== Segment start ==
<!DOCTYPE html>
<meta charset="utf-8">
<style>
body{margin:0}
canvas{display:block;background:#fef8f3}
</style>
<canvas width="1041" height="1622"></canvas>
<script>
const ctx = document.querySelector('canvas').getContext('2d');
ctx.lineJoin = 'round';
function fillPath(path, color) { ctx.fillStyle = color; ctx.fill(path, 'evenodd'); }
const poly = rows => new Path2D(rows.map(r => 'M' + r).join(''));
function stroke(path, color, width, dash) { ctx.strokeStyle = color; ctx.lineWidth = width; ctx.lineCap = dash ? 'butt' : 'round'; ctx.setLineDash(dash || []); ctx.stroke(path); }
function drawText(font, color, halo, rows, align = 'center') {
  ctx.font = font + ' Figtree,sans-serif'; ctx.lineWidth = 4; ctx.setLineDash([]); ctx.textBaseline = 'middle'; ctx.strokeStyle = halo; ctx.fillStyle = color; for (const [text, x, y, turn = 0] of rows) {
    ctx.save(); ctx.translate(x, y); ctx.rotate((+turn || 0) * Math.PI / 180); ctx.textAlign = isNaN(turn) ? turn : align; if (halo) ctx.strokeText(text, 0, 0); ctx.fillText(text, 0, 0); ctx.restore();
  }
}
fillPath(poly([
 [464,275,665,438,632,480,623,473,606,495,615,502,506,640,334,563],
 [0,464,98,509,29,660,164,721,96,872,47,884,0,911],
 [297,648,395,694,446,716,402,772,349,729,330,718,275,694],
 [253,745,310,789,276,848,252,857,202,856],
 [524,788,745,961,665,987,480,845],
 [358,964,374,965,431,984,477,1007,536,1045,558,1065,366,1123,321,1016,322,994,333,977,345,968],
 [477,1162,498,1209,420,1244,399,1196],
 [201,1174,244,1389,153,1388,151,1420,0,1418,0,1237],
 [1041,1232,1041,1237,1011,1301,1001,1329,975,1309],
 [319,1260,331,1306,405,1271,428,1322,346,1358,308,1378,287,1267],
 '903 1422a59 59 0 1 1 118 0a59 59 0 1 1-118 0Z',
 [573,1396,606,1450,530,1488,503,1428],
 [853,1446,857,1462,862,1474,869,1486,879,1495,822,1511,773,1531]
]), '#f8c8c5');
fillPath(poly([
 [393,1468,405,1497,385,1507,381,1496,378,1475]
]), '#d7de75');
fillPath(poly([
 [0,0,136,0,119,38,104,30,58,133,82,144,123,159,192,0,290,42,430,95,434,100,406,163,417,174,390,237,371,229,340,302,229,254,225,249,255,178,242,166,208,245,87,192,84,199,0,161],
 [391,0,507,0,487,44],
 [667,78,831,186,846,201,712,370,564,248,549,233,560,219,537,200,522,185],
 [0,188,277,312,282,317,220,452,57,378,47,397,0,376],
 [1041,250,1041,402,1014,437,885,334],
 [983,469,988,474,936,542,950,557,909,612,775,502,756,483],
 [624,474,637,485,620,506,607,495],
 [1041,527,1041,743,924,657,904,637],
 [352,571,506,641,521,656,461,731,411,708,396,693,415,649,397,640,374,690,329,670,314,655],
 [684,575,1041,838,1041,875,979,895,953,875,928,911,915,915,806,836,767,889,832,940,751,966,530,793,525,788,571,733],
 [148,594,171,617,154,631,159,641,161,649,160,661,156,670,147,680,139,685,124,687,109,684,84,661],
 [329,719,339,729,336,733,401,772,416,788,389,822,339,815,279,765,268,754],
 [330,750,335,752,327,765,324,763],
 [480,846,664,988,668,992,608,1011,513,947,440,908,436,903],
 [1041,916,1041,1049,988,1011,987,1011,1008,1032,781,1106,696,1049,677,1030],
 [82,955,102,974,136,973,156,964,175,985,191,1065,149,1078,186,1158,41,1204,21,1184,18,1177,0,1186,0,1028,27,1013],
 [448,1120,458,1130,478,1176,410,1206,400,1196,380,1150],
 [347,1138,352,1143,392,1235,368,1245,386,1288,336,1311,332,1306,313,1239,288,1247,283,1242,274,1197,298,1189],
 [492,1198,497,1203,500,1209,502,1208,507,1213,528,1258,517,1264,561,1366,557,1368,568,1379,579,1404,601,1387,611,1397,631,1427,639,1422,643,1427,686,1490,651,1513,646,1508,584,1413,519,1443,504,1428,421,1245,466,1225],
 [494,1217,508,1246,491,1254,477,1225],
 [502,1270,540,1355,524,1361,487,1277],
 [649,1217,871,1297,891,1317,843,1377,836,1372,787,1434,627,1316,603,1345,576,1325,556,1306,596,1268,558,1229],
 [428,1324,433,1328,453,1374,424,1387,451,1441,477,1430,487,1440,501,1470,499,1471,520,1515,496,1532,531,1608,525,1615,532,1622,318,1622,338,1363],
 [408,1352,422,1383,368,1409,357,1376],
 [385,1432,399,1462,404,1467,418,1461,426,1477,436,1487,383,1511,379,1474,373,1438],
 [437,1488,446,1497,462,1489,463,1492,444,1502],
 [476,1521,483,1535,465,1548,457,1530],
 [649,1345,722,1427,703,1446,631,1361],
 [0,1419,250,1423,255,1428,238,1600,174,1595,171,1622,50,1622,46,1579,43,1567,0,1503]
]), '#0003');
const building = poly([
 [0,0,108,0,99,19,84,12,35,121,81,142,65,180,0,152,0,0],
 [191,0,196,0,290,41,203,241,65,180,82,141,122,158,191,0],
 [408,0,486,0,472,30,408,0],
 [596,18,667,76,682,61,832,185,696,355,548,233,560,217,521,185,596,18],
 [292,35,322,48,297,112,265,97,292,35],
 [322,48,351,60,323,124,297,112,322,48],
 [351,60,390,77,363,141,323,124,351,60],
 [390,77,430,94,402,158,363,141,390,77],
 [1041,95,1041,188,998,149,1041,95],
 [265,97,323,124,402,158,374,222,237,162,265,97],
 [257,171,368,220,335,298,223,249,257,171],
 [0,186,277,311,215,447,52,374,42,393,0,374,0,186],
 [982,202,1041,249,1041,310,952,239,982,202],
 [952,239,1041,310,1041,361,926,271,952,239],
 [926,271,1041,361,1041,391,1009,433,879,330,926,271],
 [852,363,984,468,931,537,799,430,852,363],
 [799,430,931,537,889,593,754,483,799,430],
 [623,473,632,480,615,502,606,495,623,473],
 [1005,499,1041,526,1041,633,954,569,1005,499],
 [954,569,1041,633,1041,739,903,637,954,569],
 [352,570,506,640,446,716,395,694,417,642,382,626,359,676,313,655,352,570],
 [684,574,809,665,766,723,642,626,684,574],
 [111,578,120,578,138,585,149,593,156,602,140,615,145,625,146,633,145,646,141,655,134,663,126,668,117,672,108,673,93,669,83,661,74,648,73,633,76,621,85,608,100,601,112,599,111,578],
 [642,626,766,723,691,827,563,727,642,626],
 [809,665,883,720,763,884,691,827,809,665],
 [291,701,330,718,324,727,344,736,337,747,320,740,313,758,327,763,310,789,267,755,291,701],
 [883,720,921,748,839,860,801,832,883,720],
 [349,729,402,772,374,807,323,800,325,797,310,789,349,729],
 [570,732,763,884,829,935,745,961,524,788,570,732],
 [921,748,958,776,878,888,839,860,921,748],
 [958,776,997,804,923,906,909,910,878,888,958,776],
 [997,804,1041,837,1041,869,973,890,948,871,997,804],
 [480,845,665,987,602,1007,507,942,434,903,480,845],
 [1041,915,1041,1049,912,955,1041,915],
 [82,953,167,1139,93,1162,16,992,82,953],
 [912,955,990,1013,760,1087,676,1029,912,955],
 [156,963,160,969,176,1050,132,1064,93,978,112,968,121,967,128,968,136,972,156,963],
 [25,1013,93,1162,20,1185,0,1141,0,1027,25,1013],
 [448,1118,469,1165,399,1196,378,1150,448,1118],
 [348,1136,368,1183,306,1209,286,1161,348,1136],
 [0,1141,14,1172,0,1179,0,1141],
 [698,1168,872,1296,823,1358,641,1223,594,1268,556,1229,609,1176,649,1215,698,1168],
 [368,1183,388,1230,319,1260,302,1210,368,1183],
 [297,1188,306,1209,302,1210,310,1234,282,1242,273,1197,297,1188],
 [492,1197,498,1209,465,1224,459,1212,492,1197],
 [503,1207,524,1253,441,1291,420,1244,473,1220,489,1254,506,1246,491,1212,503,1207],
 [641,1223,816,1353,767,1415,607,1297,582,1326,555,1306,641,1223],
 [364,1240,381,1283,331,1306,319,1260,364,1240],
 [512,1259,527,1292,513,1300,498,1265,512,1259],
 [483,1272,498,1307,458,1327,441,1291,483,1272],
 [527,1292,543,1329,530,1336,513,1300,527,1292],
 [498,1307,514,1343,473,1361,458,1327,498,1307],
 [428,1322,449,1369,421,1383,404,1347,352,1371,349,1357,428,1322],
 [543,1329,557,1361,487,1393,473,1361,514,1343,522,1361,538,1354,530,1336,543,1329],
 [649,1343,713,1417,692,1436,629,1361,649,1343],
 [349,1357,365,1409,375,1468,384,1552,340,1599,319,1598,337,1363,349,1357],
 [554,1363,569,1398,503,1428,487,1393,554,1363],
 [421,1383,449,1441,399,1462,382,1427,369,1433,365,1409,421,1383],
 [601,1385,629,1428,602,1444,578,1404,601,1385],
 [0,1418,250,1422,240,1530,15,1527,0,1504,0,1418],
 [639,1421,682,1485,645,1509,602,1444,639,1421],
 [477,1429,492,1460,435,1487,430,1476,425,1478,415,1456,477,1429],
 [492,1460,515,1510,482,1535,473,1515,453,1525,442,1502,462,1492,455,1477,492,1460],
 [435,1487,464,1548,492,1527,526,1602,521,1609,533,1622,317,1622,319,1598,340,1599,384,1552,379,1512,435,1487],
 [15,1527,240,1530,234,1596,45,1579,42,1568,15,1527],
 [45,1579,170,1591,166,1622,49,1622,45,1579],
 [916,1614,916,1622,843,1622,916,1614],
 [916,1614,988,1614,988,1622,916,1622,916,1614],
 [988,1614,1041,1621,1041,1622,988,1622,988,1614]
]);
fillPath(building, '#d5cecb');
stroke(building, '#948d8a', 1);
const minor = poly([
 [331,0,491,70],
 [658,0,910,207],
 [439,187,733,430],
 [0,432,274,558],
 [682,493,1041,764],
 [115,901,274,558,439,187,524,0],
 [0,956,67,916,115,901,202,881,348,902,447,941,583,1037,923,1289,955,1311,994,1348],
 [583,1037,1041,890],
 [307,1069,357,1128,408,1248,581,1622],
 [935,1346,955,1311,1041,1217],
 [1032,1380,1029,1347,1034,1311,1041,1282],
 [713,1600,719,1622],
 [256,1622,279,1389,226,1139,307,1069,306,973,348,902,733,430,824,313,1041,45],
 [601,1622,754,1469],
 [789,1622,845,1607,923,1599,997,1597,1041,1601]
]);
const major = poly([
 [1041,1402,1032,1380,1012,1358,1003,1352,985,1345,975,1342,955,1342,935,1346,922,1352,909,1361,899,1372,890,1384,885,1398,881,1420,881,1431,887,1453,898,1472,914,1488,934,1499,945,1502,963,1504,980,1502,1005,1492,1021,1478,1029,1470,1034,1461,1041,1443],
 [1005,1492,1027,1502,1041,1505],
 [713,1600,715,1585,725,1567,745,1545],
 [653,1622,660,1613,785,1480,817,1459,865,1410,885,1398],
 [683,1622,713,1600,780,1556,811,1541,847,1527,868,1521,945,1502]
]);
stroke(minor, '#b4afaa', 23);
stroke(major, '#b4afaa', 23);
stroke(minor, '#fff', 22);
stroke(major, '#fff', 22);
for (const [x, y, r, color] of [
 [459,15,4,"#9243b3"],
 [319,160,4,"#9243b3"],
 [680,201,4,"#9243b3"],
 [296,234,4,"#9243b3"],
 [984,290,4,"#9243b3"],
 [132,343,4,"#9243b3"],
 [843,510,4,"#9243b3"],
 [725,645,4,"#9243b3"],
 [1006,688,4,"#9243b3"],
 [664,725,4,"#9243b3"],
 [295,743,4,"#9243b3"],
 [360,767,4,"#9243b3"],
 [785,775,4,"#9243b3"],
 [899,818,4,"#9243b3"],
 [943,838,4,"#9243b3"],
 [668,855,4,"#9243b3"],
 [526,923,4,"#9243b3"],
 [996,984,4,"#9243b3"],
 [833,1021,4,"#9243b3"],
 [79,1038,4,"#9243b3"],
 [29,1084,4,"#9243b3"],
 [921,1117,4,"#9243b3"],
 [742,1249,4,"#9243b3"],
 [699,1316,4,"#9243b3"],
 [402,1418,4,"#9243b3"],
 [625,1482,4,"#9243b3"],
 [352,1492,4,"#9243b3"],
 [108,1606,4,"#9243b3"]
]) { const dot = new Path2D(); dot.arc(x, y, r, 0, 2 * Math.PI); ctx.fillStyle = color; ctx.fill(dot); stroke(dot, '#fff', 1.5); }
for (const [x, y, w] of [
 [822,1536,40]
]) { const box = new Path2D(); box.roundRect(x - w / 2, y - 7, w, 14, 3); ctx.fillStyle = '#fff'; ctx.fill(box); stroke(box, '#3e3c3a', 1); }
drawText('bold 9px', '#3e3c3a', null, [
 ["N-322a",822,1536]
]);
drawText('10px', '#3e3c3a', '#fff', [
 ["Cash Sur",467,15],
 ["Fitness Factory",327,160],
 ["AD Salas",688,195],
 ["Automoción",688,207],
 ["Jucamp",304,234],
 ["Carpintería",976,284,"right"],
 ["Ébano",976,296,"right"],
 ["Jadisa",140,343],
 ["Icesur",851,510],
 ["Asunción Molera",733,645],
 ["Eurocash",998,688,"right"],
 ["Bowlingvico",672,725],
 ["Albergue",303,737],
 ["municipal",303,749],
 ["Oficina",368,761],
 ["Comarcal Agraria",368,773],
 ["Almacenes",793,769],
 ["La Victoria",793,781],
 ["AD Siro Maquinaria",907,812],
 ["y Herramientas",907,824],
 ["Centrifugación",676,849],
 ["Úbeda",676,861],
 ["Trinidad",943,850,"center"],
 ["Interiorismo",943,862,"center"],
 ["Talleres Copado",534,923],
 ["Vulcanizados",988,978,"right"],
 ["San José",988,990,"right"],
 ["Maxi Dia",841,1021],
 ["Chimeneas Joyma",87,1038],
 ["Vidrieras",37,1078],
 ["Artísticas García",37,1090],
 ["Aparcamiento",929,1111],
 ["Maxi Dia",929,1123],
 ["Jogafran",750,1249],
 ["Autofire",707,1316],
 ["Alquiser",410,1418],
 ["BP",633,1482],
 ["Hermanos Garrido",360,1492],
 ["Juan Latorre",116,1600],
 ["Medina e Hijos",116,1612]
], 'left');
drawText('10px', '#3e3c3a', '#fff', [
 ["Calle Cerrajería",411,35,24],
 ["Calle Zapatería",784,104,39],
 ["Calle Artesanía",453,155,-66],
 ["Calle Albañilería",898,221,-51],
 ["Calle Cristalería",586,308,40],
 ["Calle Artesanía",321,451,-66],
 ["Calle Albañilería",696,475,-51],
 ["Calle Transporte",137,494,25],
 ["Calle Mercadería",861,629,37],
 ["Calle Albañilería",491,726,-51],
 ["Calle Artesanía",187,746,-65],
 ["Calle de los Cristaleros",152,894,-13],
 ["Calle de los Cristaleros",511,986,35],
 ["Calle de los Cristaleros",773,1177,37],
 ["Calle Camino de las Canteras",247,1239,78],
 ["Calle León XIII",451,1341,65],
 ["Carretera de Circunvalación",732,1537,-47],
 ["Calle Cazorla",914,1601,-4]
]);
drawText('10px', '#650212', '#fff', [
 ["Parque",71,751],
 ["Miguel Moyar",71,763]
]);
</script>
== Segment end ==
## Exercise
Would you show each line of the material above that contains the string "function"?

## Response box
function fillPath(path, color) { ctx.fillStyle = color; ctx.fill(path, 'evenodd'); }
function stroke(path, color, width, dash) { ctx.strokeStyle = color; ctx.lineWidth = width; ctx.lineCap = dash ? 'butt' : 'round'; ctx.setLineDash(dash || []); ctx.stroke(path); }
function drawText(font, color, halo, rows, align = 'center') {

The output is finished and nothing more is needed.